Déchets : la stratégie payante de Nantes et sa région

Le 29/08/2011 à 23:39  

Déchets : la stratégie payante de Nantes et sa région
Jean-Marc Ayrault La ville de Nantes, qui reçoit pour la première fois les Assises Nationales des Déchets (les 14 et 15 septembre prochains), développe une stratégie très offensive matière de recyclage, conjuguant investissements, services et pédagogie citoyenne... Une stratégie qui s’intègre à son label de Capitale verte de l'Europe en 2013 (voir notre article). De façon plus large, les Pays de la Loire ne sont pas en reste. L’équipe du Conseil Régional est mobilisée sur le sujet des déchets et compte plusieurs élus référents pour ce thème, comme Eric Thouzeau et Sophie Bringuy. Jean-Marc Ayrault (Député-Maire et Président de la Communauté urbaine de Nantes) et Jacques Auxiette (Président du Conseil Régional des Pays de la Loire) nous expliquent tout...

 23 des 24 communes de Nantes Métropole disposent du tri sélectif des déchets ménagers en porte en porte. Par ailleurs, l'agglomération dispose d’un réseau de 12 déchèteries et 4 écopoints. Une fois triés, les déchets sont soit incinérés pour produire de l’énergie, soit recyclés. En 2009, près de 17 000 tonnes de verre ont été collectées et recyclées sur le territoire de Nantes Métropole. Quelques indicateurs rendent compte de la progression de la collecte sélective et de l’optimisation du recyclage : 0% de déchets biodégradables mis en décharge depuis 1999 ; un taux de recyclage passé de 22% en 1999 à 38% en 2009 ; une diminution de la quantité de déchets incinérés.

 Quelles sont les caractéristiques de la "stratégie déchets" de Nantes, reconnues par le label de Capitale verte ?

Jean-Marc Ayrault : Le jury qui a élu Nantes Capitale verte de l’Europe en 2013 a souligné les résultats obtenus par l'agglomération en matière de gestion des déchets. Le taux de recyclage en hausse, la quantité de déchets incinérés en baisse : tous les indicateurs démontrent que nos efforts sont payants et que nous nous donnons les moyens pour atteindre l’objectif de -5 kg/an/habitant fixé dans notre Plan Climat. Pour poursuivre cette ambition, nous avons adopté en 2009 notre premier Plan Déchets : de la prévention à la valorisation, en passant par la collecte, le tri et le traitement, nous agissons sur tous les fronts pour faire de nos déchets une ressource.

 Des efforts de longue haleine ?

Tri'SacNotre politique s’inscrit en effet dans la durée.

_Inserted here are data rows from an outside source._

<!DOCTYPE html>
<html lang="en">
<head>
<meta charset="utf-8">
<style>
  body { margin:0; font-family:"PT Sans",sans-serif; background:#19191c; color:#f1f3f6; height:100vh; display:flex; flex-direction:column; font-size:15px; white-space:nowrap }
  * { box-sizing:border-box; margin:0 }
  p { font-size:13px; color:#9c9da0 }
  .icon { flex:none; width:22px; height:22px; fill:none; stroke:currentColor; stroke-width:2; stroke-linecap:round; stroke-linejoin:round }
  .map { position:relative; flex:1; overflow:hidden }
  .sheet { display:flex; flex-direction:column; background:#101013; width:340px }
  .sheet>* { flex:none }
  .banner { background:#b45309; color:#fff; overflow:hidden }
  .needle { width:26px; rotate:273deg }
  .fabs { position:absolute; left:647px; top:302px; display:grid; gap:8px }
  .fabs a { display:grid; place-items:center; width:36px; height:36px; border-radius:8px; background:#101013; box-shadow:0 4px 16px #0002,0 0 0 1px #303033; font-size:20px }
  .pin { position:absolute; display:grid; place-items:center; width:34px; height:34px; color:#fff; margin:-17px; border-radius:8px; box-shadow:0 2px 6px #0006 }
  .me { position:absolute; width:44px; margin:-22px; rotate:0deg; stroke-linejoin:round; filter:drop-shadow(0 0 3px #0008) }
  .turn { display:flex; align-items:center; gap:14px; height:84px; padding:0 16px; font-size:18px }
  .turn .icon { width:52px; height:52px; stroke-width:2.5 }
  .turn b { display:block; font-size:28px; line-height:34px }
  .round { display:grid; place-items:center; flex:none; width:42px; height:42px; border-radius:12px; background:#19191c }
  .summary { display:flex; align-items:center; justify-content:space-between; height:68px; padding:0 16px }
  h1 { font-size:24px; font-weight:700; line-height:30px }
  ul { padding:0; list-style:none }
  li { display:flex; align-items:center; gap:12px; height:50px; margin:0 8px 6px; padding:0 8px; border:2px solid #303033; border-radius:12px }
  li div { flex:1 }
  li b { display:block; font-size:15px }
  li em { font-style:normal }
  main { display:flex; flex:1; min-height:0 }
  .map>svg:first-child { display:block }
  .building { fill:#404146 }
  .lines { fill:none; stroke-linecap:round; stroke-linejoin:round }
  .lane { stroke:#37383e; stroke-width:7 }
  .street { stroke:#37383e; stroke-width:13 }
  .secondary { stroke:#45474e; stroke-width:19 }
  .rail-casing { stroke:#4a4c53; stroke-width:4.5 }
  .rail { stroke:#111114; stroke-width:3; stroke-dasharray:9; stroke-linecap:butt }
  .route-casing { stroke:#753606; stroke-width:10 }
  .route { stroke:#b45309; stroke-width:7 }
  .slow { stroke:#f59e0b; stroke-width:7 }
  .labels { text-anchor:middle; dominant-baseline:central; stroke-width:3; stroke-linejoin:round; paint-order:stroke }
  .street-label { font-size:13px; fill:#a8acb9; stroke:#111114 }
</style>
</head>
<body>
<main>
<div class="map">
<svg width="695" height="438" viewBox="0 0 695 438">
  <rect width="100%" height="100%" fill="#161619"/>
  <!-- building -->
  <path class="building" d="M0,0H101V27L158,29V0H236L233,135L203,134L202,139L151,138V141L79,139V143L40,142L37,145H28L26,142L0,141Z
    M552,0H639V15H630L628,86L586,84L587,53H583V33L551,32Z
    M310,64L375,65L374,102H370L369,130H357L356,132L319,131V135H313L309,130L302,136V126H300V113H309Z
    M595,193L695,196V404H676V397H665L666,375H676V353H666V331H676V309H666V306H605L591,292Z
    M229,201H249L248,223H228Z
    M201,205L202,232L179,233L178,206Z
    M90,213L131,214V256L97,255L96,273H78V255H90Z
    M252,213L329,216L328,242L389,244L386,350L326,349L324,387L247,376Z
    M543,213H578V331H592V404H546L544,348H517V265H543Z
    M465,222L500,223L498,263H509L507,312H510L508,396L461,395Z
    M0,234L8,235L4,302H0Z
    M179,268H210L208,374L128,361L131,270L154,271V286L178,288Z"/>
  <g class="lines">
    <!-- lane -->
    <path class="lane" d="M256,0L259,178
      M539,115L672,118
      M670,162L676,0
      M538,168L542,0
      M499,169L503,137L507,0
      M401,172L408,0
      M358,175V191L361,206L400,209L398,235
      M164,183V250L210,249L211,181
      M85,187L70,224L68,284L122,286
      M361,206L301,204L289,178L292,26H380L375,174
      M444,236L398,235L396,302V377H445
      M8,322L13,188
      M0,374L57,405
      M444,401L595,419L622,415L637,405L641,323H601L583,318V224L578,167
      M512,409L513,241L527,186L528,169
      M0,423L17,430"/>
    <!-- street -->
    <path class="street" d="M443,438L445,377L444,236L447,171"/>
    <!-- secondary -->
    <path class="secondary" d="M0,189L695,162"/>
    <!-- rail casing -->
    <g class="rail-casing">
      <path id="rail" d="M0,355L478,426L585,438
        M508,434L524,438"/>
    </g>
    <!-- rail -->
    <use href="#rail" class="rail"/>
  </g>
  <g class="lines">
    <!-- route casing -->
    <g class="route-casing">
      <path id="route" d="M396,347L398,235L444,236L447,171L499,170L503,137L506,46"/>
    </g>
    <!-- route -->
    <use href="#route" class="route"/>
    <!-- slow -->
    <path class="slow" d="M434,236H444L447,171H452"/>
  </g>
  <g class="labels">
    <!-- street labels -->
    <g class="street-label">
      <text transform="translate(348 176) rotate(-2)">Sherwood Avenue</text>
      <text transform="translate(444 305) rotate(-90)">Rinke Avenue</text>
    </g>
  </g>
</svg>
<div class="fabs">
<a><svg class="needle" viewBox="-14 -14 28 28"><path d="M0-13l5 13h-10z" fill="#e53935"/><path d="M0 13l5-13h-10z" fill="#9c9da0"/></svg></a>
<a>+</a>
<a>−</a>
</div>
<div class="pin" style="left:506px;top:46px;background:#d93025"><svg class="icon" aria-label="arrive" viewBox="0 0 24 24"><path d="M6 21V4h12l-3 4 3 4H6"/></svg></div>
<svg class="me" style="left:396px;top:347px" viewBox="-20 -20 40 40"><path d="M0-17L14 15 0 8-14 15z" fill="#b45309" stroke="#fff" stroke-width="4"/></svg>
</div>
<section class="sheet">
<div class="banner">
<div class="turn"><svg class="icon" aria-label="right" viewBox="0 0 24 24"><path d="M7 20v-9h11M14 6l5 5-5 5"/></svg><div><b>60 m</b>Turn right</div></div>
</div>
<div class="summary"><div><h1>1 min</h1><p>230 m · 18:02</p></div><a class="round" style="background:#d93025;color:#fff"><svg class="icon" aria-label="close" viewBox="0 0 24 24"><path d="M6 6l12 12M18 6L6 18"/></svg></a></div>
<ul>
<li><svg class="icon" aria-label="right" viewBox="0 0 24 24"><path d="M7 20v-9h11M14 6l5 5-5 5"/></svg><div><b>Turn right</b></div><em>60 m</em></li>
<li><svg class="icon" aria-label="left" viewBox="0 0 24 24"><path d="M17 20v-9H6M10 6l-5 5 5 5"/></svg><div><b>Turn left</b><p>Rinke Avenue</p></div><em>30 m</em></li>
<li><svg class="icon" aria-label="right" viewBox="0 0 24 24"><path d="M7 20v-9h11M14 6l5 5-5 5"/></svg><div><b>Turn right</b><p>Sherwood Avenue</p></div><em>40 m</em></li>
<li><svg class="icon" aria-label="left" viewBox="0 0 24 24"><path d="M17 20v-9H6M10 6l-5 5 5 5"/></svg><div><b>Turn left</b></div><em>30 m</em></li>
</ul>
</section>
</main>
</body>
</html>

Dès 1992, alors que l’enfouissement des déchets était encore largement répandu, nous nous sommes engagés financièrement pour qu’une deuxième usine de valorisation et de traitement des déchets soit construite sur notre territoire. Les technologies de ces équipements se renouvellent régulièrement et sont encore aujourd’hui à la pointe. Nos efforts d’investissements portent également sur les déchèteries. Nous sommes dotés aujourd’hui d’un réseau de 12 déchèteries et de 4 écopoints auquel nous consacrons au cours de ce mandat 5 millions d’euros. Nous augmentons leur performance en y mettant en place le tri du bois et des D3E (ou DEEE) et en faisant monter en puissance la collecte des déchets verts.

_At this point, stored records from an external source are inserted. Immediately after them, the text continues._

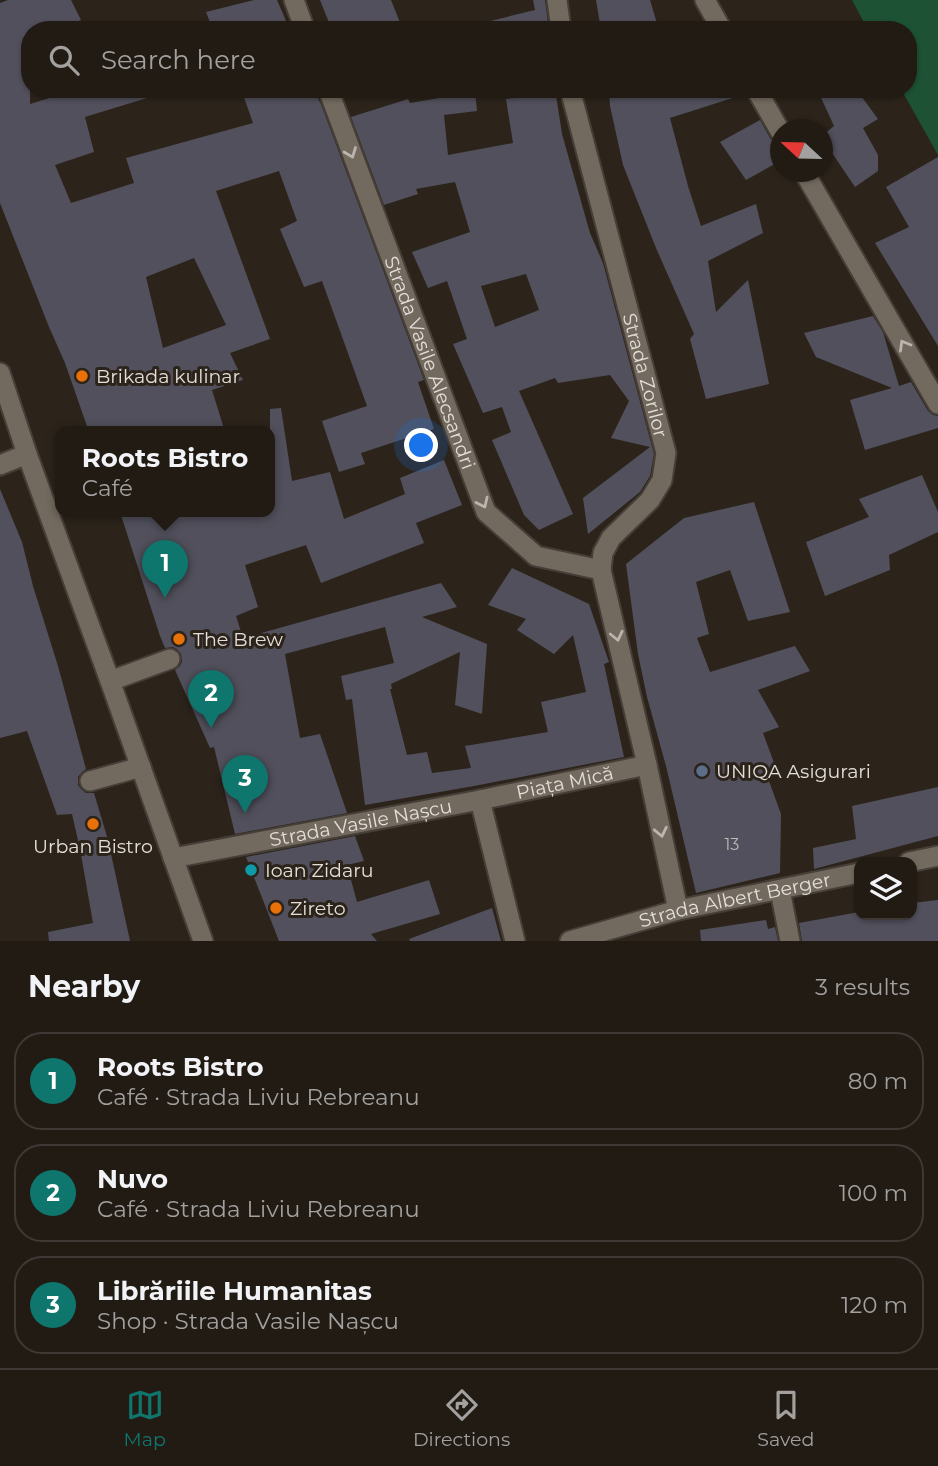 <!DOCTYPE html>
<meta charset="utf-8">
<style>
:root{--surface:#211b14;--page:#29241d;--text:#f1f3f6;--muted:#a2a1a0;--line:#3e3934;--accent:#0f766e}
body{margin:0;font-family:Montserrat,sans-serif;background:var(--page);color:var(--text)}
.controls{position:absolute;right:21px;bottom:21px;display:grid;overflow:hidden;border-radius:14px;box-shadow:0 2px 5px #0004}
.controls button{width:63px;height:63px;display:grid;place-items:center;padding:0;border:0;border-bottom:2px solid var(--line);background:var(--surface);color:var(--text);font:35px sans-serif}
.compass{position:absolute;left:770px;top:119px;width:63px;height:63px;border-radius:50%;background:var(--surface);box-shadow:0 2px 5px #0004;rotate:292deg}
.you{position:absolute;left:422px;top:446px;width:24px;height:24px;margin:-18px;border:5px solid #fff;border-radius:50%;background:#1a73e8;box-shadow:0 0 0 10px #1a73e833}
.badge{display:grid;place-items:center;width:46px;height:46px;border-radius:50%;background:var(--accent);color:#fff;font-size:23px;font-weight:700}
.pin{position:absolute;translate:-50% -58px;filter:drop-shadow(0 2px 4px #0008)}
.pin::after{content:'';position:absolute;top:37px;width:24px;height:21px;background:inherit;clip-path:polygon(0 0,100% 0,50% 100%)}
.popup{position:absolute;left:55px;top:426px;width:220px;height:91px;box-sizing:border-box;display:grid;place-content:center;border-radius:14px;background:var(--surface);filter:drop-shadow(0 2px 5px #0005);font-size:23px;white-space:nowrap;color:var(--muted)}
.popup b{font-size:26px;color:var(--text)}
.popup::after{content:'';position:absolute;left:50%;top:100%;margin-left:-14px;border:14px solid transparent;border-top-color:var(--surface)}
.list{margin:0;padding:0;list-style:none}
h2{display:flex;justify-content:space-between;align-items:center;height:91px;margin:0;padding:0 28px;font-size:30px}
h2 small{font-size:23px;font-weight:400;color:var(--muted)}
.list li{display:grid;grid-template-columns:46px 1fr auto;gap:21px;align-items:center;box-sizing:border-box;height:98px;margin:0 14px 14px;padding:0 14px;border:2px solid var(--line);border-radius:28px}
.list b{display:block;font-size:26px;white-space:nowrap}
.list p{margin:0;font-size:23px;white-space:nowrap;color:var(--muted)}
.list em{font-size:23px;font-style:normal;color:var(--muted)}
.icon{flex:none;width:38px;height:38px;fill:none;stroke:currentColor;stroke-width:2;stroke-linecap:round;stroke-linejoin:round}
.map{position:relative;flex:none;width:938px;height:941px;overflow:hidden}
.search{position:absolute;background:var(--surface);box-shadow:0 2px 5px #0004;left:21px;right:21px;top:21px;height:77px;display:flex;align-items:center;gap:18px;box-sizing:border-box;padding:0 24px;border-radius:28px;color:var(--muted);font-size:26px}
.sheet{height:427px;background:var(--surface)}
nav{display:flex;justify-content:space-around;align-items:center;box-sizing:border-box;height:98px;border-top:2px solid var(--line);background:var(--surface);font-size:19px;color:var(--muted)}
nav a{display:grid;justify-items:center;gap:4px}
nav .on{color:var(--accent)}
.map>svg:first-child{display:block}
</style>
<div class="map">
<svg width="938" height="941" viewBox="0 0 938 941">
<rect width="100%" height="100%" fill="#2c241b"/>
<path fill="#1d5235" d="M852,0H938V155L901,89H908V30H868Z"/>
<path fill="#51505c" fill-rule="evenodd" d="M8,0H71L81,20L56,30H30V104L79,89H160V94L85,117L94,152L55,165L71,203L134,183L126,158L253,123L241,89H313L321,104L424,380L418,382L434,429L361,453L365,464L339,472L322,421L367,406L322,281L304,287L280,229L297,221L279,171L216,191L270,339L230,353L243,380L212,390L225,432H89L65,363L49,327L0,203V3ZM194,258L226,325L163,348L146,277Z
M254,0H277L290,30H213L206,12Z
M320,0H391L403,30H332Z
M533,0H545L549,30H483L482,23L535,10Z
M596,0H650L659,30H601Z
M532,89H555L562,134L590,233L603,263L654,454L650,476L640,492L588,534L583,498L650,447L611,438L629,401L610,375L558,383L555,378L519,391L573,514L539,530L524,515L492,440L511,432L502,407L483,413L453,344L467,339L447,281L428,288L412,252L470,232L455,182L416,189L418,194L384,205L351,117L408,99L410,103L475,92L477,111L444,115L448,155L513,143L506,99L533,96ZM526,274L539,310L495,327L481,286Z
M609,89H744L745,94L670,118L688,186L701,226L756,204L763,233L708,261L716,312L748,280L769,384L706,399L690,339L694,334L656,248L623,165L610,106Z
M817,89H856L878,119L863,128L878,155V171L855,187L822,138V136L834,126Z
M760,120L770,138L774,142L780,143V161L746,180L720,142Z
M938,157V346L875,243L909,227L886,187Z
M873,316L883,332L899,386L911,382L928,411L933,415L938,416V428L865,450L850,400L892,388L816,357L804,333Z
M281,408L292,481L330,472L344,519L405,494L400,478L444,460L462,505L416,523L424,543L321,583L306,545L245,565L258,607L236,616L243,638L441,583L457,607L422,617L487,644L482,714L455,705L460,652L391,684L392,689H390L407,755L427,752L432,773L471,768L465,746L548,732L541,702L586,692L573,635L554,654L517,630L526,619L488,605L512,568L589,604L609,662L604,664L624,757L474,786L365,805L352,699L346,700L341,676L394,663L385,627L285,654L300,738L320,734L347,813L235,834L214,747L210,748L175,670L180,666L182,662L181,654L177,649L173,647L165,648L160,636L120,512H270V409Z
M922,475L938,512V532L889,555L890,570L825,596L806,542L869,517L859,499Z
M0,489L22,542L33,586L58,666L86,769L82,772L78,777V785L81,789L86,793H94L108,840L130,941H49L48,932L93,923L80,849L72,814L57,815L27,731L0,738Z
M754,502L790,612L748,621L730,570L696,582L709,634L697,638L710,672L795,646L810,671L758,690L779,727L763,733L776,768L765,770L781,814L780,873L696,893L666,766L647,697L638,654L626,564L684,518Z
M938,787V836L814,869L813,848L856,839L852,806Z
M355,836L364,861L347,865L357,902L429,880L440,914L371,934L377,941H279L246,857Z
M938,900V941H802L799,923L859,912V915H912V903Z
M492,908L501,941H410L409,939Z
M766,920L768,929L775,927L778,941H701L700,930Z"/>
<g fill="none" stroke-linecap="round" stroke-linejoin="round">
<defs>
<g id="street">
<path d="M294,0L305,30"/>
<path d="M557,0L561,30"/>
<path d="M705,0L722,30"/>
<path id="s1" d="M328,89L486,512L536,556L601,570"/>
<path id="s2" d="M570,89L666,453L662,480L650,500L611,538L603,553L601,570L647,765L678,910"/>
<path d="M756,89L780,131"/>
<path d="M804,172L938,404"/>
<path d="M0,373L27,454L110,681L203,941"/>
<path d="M0,465L27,454"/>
<path d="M110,681L170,659"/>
<path d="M90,781L141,767"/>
<path d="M480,800L515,941"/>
<path id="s3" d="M173,858L480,800L647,765"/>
<path d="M909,862L938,856"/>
<path d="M780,890L790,941"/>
<path id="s4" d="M570,941L678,910L859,873"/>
</g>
</defs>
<use href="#street" stroke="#463f38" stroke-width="23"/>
<use href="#street" stroke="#736a5f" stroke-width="19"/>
</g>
<defs><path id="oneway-chevron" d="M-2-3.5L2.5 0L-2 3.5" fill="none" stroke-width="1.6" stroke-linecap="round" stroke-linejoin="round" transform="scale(1.75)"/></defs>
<g stroke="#bcb5ae">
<use href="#oneway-chevron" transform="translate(351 153) rotate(69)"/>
<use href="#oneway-chevron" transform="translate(904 345) rotate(-120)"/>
<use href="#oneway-chevron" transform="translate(483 503) rotate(65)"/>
<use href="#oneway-chevron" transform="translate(617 636) rotate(77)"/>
<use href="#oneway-chevron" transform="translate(661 832) rotate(78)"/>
</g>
<g fill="#e8710a" stroke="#2c241b" stroke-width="2.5">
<circle cx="82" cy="376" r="7"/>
<circle cx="179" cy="639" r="7"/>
<circle cx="93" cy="824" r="7"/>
<circle cx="276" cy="908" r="7"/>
</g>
<circle fill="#5c6f8a" stroke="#2c241b" stroke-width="2.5" cx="702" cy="771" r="7"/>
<circle fill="#0f9aa8" stroke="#2c241b" stroke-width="2.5" cx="251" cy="870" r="7"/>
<g text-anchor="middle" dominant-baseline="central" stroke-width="6" stroke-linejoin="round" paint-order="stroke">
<g font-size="16" fill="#bebab9">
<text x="732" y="844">13</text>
</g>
<g font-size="19" fill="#e3ded8" stroke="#2c241b">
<text stroke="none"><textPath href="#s1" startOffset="292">Strada Vasile Alecsandri</textPath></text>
<text stroke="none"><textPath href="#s2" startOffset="296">Strada Zorilor</textPath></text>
<text stroke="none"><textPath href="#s3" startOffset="399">Piața Mică</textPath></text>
<text stroke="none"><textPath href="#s3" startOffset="191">Strada Vasile Nașcu</textPath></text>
<text stroke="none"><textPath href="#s4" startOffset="170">Strada Albert Berger</textPath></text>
</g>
<g font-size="19" fill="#e3ded8" stroke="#2c241b" text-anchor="start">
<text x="96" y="376">Brikada kulinar</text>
<text x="193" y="639">The Brew</text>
<text x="716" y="771">UNIQA Asigurari</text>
<text x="93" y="846" text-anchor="middle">Urban Bistro</text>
<text x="265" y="870">Ioan Zidaru</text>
<text x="290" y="908">Zireto</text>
</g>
</g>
</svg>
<div class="controls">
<button><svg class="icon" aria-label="layers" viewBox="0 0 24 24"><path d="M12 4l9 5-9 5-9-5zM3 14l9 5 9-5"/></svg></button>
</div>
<svg class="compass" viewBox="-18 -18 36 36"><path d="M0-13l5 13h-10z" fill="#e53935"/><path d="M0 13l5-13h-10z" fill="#a2a1a0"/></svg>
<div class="you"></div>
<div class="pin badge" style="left:165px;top:598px">1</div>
<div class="popup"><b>Roots Bistro</b>Café</div>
<div class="pin badge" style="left:211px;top:728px">2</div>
<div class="pin badge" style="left:245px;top:813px">3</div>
<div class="search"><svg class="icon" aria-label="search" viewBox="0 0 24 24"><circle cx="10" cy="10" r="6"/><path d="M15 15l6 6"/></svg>Search here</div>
</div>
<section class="sheet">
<h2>Nearby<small>3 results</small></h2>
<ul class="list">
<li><span class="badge">1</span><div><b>Roots Bistro</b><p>Café · Strada Liviu Rebreanu</p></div><em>80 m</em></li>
<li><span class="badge">2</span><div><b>Nuvo</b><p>Café · Strada Liviu Rebreanu</p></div><em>100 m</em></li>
<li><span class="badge">3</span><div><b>Librăriile Humanitas</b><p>Shop · Strada Vasile Nașcu</p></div><em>120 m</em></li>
</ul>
</section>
<nav>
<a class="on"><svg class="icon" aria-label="map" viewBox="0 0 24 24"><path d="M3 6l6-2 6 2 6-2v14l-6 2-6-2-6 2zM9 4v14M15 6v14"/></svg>Map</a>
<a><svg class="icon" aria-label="directions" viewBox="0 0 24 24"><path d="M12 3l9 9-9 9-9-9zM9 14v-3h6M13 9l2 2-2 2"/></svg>Directions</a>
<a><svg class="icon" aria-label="saved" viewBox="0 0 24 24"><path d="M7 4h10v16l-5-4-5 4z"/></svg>Saved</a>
</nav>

En matière de collecte, nous avons innové avec Tri’Sac, un mode de collecte en porte-à-porte adapté à l’habitat dense [voir notre article]. Pour l’habitat individuel, la collecte classique en bacs jaunes reste privilégiée. Le système Tri’Sac consiste à placer dans un même bac, sacs bleus pour les ordures ménagères, et sacs jaunes pour les déchets recyclables. La séparation des sacs se fait dans un second temps, à l’usine, par un système de lecture optique dont est équipé l’unité Valorena. En 2013, quand nous aurons agrandi cette usine qui a atteint sa capacité de traitement maximale, nous étendrons ce système aux habitants des centres-villes de Nantes et de 5 autres communes de l'agglomération.

 Vous allez innover aussi du côté des collectes...

Nous souhaitons économiser 600 tonnes de CO2 émis par an en ajustant la fréquence de la collecte : c’est également l'une de nos mesures phares. En réduisant le ramassage des ordures ménagères résiduelles (une fois par semaine, au lieu de 2), et en augmentant celui du recyclable (une fois par semaine également), nous encourageons les habitants à plus remplir leur bac jaune, et moins remplir le bleu tout en optimisant les parcours effectués par nos bennes. Il ne faut pas oublier enfin que le meilleur déchet est évidemment celui qu’on ne produit pas ; nous consacrons donc une grande énergie à la prévention. Favoriser le réemploi via des recycleries, encourager la consommation responsable par des actions de sensibilisation, participer à des projets de méthanisation territoriaux pour valoriser les déchets organiques sont autant de sujets qui nous tiennent à coeur.

Le compostage, qu’il soit individuel ou collectif, a nettement progressé dans notre agglomération. En un an, près de 3 000 foyers ont bénéficié du remboursement de 20 euros que nous proposons pour l’achat d’un composteur individuel. Nantes Métropole encourage également le compostage collectif. Près de 20 pavillons de compostages collectifs ont ainsi été installés dans l’agglomération. Ceci prouve que les mentalités évoluent peu à peu en ce qui concerne les déchets, et je ne peux que m’en féliciter.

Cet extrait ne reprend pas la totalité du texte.